The deadliest outbreak of H7N9 bird flu since its discovery in 2013 is sweeping across China. It's caused at least 100 deaths and has been detected in half the country's provinces. So far, the virus seems to be spreading only between birds and the humans who slaughter them for food. But the potential for human-to-human transmission — the trigger for a full-blown pandemic — can't be ruled out. In response, Chinese authorities have temporarily shut down live poultry markets in some of the country's biggest cities.
The strategy has been proven to work, and authorities in China and Hong Kong have deployed it for decades. But every year, so-called wet markets reopen and both new and known viruses reemerge. If authorities won't close such markets permanently — and realistically, they can't, given how large a role the markets continue to play in China's food chain — they need to do far more to fix what's wrong with them. The good news is, that should be relatively cheap and easy to do.
Over the last four decades, the retail experience in China has changed dramatically.
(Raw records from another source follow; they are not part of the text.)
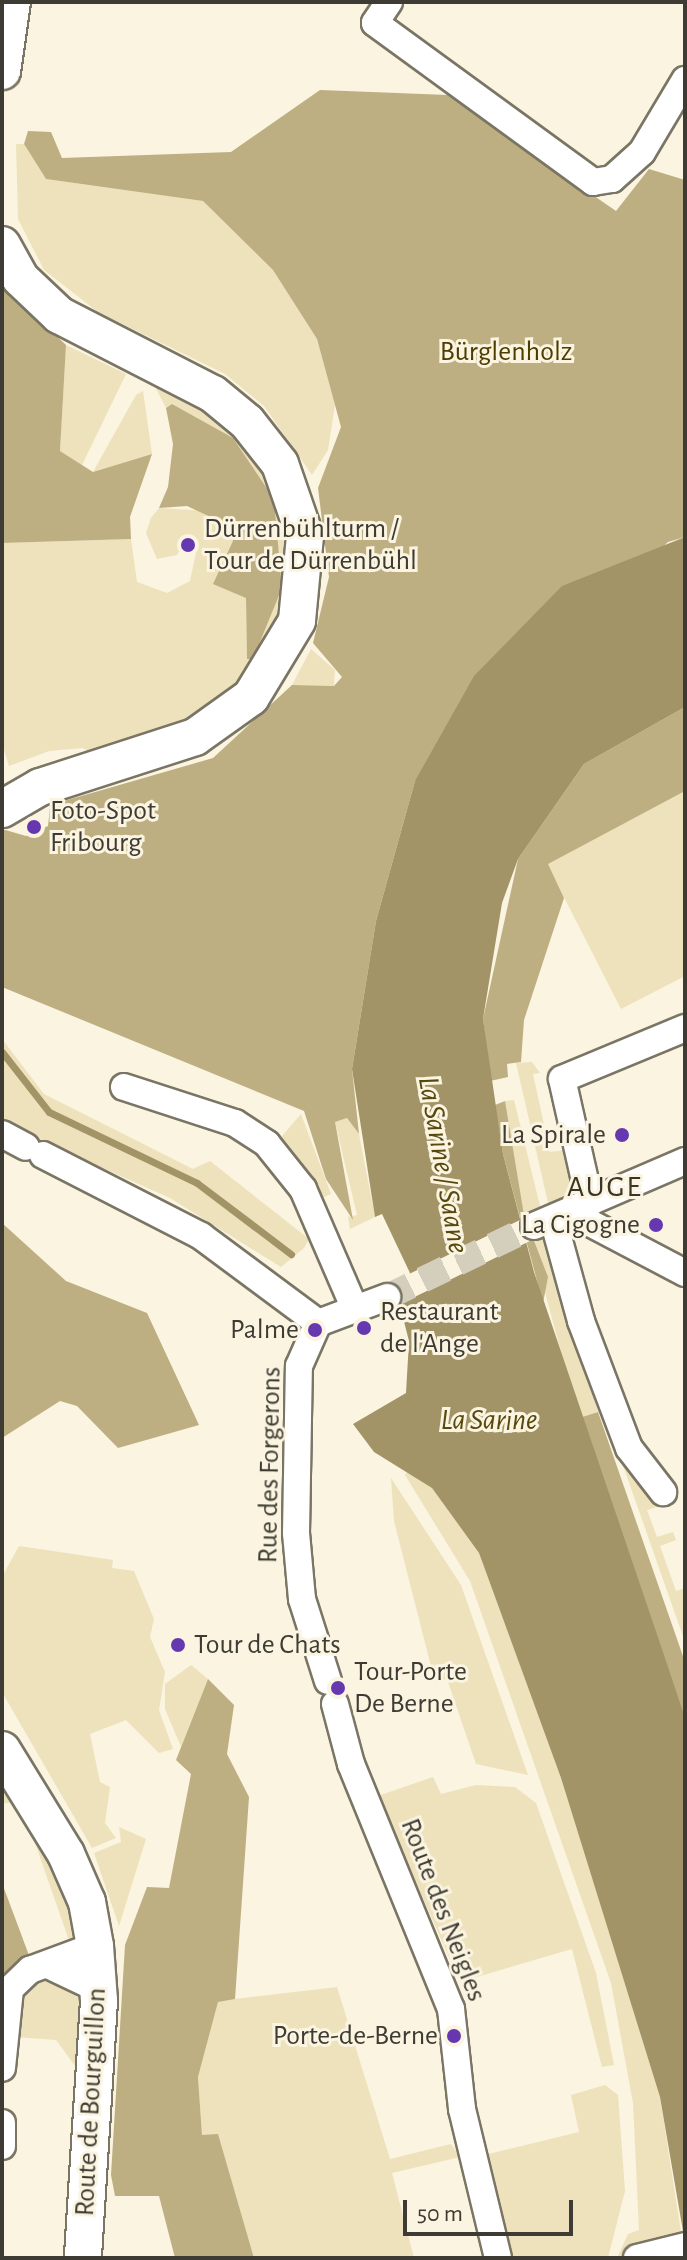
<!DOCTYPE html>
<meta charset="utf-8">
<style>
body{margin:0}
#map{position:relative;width:687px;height:2260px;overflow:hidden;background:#faf4e0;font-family:"Alegreya Sans",sans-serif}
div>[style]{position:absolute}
.green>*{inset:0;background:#eee2bc}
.forest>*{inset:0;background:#bdaf81}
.water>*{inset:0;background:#a29467}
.pier>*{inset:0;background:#faf4e0}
.stream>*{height:7px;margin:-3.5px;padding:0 3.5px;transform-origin:3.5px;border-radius:3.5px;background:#a29467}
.minor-tunnel>*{height:26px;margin-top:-13px;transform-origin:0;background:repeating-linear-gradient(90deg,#d4cfbd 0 26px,transparent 0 39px)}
.roads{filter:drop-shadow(2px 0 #7a7564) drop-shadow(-2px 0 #7a7564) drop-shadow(0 2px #7a7564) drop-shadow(0 -2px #7a7564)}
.minor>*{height:26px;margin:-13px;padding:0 13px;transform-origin:13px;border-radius:13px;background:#fff}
.secondary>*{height:36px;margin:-18px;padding:0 18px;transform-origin:18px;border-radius:18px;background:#fff}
.dots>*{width:22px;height:22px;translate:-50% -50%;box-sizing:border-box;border:4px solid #faf4e0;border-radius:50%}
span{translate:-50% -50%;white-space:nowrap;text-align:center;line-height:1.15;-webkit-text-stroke:6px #faf4e0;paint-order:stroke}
.park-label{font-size:28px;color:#4d3d00}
.poi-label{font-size:28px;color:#3d3b33}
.left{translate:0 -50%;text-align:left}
.right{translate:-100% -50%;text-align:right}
.street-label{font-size:28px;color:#3d3b33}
.water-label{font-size:30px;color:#57480e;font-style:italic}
.neighbourhood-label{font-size:30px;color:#3a3526;letter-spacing:2px}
.frame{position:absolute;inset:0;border:4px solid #3d3b33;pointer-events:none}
.scale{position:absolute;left:403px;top:2200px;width:170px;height:36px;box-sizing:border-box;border:4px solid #3d3b33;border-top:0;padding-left:10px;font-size:24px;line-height:28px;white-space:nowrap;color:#3d3b33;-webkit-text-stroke:6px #faf4e0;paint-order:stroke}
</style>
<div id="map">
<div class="green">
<i style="clip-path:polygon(16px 144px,24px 144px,46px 179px,203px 201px,273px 270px,317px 339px,335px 405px,328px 450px,312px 475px,264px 406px,225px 374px,98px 312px,44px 270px,18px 219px)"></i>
<i style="clip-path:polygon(66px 345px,126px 374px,82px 465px,60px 451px)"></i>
<i style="clip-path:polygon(152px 381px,211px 412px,263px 465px,290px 538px,278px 632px,249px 677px,196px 721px,98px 755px,82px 748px,49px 751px,9px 766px,2px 743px,2px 543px,131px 539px,137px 582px,167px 593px,190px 581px,198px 543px,187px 537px,177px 555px,157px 559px,146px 533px,151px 518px,159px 508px,209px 511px,228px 524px,233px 540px,246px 598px,247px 658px,282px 588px,274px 499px,172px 404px,166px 408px)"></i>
<i style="clip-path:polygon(143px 391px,152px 454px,93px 472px,136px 395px)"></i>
<i style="clip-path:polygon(311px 649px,335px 670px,334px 686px,292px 685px)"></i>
<i style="clip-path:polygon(685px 791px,685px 976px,621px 1009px,547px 864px)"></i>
<i style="clip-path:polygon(2px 1039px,44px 1094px,193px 1169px,210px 1161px,309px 1239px,304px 1248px,281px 1267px,170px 1198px,2px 1123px)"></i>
<i style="clip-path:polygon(532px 1062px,540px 1073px,533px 1074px,550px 1152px,566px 1150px,581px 1193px,549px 1207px,516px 1063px)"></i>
<i style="clip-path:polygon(514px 1100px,541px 1210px,539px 1237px,546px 1238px,598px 1412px,579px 1418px,524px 1215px,505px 1115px,505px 1101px)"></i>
<i style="clip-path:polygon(301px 1114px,331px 1194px,315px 1201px,276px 1143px)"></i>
<i style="clip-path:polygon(347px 1118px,359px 1134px,375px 1217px,350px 1229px,348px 1217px,357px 1215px,335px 1122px)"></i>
<i style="clip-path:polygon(574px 1326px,660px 1497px,663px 1505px,647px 1510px,657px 1537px,673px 1532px,676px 1540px,660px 1546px,676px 1591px,685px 1588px,685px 1642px)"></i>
<i style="clip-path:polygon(408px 1470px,432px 1488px,479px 1553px,561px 1778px,660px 2097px,685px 2258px,617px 2258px,628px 2234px,639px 2230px,633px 2103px,611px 1983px,470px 1581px,405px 1475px)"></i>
<i style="clip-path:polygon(391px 1478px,461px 1585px,528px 1775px,476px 1764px,447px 1679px,435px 1682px,394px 1521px)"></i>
<i style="clip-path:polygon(19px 1546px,113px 1560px,112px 1568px,134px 1571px,154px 1619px,150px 1637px,165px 1672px,159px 1710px,173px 1749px,159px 1753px,126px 1720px,90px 1734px,100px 1782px,110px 1787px,105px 1823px,116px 1838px,92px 1848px,2px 1692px,2px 1577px)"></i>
<i style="clip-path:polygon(191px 1665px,208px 1679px,181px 1747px,165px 1709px,165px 1684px)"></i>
<i style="clip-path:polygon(433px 1777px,441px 1794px,476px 1785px,515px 1787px,536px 1803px,596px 1973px,614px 2065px,602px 2067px,572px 1949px,460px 1982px,378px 1796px)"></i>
<i style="clip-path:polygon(6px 1790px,48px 1851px,82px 1937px,72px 1949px,34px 1840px,12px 1803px,2px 1803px)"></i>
<i style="clip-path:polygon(119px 1827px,146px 1839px,119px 1926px,94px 1853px,121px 1842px)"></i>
<i style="clip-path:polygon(55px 1978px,84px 2003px,81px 2074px,56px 2040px,15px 2037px,26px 1987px)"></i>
<i style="clip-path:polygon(337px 1987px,390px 2159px,451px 2144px,460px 2157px,392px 2173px,414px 2258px,254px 2258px,218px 2135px,202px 2135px,198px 2077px,218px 2001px)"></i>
<i style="clip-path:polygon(605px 2085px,618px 2095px,625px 2191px,608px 2258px,511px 2258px,484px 2155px,579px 2132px,571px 2095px)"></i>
</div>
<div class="forest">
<i style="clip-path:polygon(320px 90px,448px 95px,616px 211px,649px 169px,685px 180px,685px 537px,668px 542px,415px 781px,376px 921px,352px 1069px,359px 1134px,347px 1118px,335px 1122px,353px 1220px,326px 1179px,304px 1111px,2px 987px,2px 829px,26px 836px,48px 826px,50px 807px,64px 801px,213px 758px,292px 685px,334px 686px,342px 677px,313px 643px,329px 577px,318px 488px,341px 427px,317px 339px,273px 270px,203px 201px,46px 179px,24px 144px,28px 131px,51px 132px,62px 158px,231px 152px)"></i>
<i style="clip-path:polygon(2px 285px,66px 345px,60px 451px,93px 472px,152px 454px,130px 517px,131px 539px,2px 543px)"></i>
<i style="clip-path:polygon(172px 404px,233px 438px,274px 499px,282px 588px,253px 659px,247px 659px,246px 598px,213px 584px,233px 541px,228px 525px,187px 506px,159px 508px,168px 487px,173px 444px,166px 408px)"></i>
<i style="clip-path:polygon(685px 707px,685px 791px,548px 864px,564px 898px,524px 1020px,521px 1062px,507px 1064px,508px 1077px,490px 1081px,483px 1019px,518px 859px,584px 764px)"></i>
<i style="clip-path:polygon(505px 1101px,524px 1215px,548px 1277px,543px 1303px,503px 1154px,495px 1105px)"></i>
<i style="clip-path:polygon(2px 1223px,66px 1281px,147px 1313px,199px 1425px,118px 1448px,77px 1406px,60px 1401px,2px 1438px)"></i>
<i style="clip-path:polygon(598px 1412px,685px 1662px,685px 1717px,579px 1418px)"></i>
<i style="clip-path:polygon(208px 1679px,234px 1705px,227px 1754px,249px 1797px,235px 1999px,218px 2002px,198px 2077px,202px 2135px,218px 2134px,254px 2258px,175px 2258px,159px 2196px,115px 2196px,111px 2175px,125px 1945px,147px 1887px,169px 1888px,191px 1774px,176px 1760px)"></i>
<i style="clip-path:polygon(2px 1883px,30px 1958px,2px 1982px)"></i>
</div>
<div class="water">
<i style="clip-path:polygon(685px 537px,685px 707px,584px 764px,518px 859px,502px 903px,483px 1019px,503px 1154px,534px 1272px,685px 1717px,685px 2243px,660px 2097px,561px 1778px,479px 1553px,432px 1488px,374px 1452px,353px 1424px,406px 1393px,409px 1341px,401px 1310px,410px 1273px,382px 1214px,375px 1217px,352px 1069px,376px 921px,415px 781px,474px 676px,562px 586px)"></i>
</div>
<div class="pier">
<i style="clip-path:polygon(524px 1218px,530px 1241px,398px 1305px,405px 1276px)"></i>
</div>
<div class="stream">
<i style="left:2px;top:1052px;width:76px;rotate:51.9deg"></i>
<i style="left:49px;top:1112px;width:164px;rotate:25.6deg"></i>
<i style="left:197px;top:1183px;width:118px;rotate:37.1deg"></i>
</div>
<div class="minor-tunnel">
<i style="left:387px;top:1297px;width:163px;rotate:-25.8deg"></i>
</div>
<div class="roads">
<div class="minor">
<i style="left:389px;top:2px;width:25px;rotate:124deg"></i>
<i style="left:375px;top:23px;width:270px;rotate:36.1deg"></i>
<i style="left:593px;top:182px;width:19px;rotate:-9deg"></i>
<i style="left:612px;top:179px;width:40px;rotate:-42deg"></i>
<i style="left:642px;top:152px;width:84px;rotate:-59.2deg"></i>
<i style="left:124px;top:1087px;width:117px;rotate:18deg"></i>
<i style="left:235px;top:1123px;width:38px;rotate:33deg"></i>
<i style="left:267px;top:1144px;width:58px;rotate:51.3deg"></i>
<i style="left:303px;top:1189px;width:131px;rotate:66.6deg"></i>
<i style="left:2px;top:1134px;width:27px;rotate:28deg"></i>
<i style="left:43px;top:1155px;width:178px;rotate:27.1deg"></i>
<i style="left:201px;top:1236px;width:146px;rotate:36.6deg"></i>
<i style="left:590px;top:1203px;width:127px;rotate:-102.7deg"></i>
<i style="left:562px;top:1079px;width:133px;rotate:-22.5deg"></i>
<i style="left:569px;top:1212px;width:131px;rotate:27.7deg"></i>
<i style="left:553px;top:1219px;width:106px;rotate:74.6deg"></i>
<i style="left:581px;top:1321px;width:136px;rotate:69.3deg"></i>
<i style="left:629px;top:1448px;width:56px;rotate:52.3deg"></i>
<i style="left:534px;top:1226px;width:164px;rotate:-23.3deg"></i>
<i style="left:328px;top:1681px;width:86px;rotate:-107.6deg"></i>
<i style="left:302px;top:1599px;width:66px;rotate:-95.2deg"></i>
<i style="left:296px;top:1533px;width:167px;rotate:-89deg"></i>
<i style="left:299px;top:1366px;width:47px;rotate:-66.2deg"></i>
<i style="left:318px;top:1323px;width:74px;rotate:-20.6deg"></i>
<i style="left:335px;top:1704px;width:62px;rotate:75.1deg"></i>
<i style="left:351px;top:1764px;width:265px;rotate:67.8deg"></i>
<i style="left:451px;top:2009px;width:101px;rotate:83.7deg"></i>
<i style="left:462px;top:2109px;width:153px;rotate:76.4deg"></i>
<i style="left:50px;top:1966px;width:53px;rotate:25.6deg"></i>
<i style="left:2px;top:2068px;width:79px;rotate:-84.2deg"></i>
<i style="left:10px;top:1989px;width:28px;rotate:-44deg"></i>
<i style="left:30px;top:1970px;width:69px;rotate:-20.3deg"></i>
<i style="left:2px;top:2123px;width:23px;rotate:90deg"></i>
<i style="left:637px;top:2258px;width:49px;rotate:-14deg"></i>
</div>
<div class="secondary">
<i style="left:2px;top:71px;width:70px;rotate:-81.8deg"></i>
<i style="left:2px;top:245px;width:38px;rotate:61deg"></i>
<i style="left:20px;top:278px;width:54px;rotate:43.5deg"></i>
<i style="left:59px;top:315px;width:173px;rotate:27.2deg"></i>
<i style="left:213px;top:394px;width:44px;rotate:39.5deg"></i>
<i style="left:247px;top:422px;width:53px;rotate:51.8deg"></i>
<i style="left:280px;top:464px;width:76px;rotate:70.9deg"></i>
<i style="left:305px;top:536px;width:85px;rotate:95.4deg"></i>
<i style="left:297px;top:621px;width:89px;rotate:121.2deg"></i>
<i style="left:251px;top:697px;width:69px;rotate:144.5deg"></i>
<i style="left:195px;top:737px;width:163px;rotate:162.1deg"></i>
<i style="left:40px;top:787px;width:44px;rotate:149.9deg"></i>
<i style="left:2px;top:1750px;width:122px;rotate:58.4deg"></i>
<i style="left:66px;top:1854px;width:52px;rotate:66.4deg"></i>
<i style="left:87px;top:1902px;width:45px;rotate:79.7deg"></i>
<i style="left:95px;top:1946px;width:55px;rotate:85.8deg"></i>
<i style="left:99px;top:2001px;width:257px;rotate:93.6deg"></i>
</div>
</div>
<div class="dots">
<i style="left:188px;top:545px;background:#6638b0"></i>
<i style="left:34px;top:827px;background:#6638b0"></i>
<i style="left:622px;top:1135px;background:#6638b0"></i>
<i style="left:656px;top:1225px;background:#6638b0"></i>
<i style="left:364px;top:1328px;background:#6638b0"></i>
<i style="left:315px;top:1330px;background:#6638b0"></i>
<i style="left:178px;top:1645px;background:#6638b0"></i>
<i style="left:338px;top:1688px;background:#6638b0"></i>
<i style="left:454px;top:2036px;background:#6638b0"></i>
</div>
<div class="park-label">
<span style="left:506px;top:352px">Bürglenholz</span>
</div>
<div class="poi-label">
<span class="left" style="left:204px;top:545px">Dürrenbühlturm /<br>Tour de Dürrenbühl</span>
<span class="left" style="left:50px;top:827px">Foto-Spot<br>Fribourg</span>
<span class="right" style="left:606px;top:1135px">La Spirale</span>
<span class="right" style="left:640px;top:1225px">La Cigogne</span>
<span class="left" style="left:380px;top:1328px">Restaurant<br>de l'Ange</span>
<span class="right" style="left:299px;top:1330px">Palme</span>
<span class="left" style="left:194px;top:1645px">Tour de Chats</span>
<span class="left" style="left:354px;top:1688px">Tour-Porte<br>De Berne</span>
<span class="right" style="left:438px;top:2036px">Porte-de-Berne</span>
</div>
<div class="street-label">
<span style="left:270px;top:1465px;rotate:-89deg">Rue des Forgerons</span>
<span style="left:443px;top:1910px;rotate:69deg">Route des Neigles</span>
<span style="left:91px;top:2102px;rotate:-87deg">Route de Bourguillon</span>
</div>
<div class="water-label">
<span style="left:443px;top:1165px;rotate:80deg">La Sarine / Saane</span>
<span style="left:489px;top:1420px">La Sarine</span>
</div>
<div class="neighbourhood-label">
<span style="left:605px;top:1187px">AUGE</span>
</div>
<div class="frame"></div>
<div class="scale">50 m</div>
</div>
Once relegated to state-owned outlets selling drab and shoddily made products, shoppers now flock to malls glitzier and tackier than anything in the West. The wet market — typically a crowded, open-air emporium where individual vendors sell food sourced from local farms and distributors — has stubbornly resisted change. Yet as recently as 2013, some 80 percent of Chinese still chose to buy their fresh vegetables at such places, despite government efforts to promote modern supermarkets.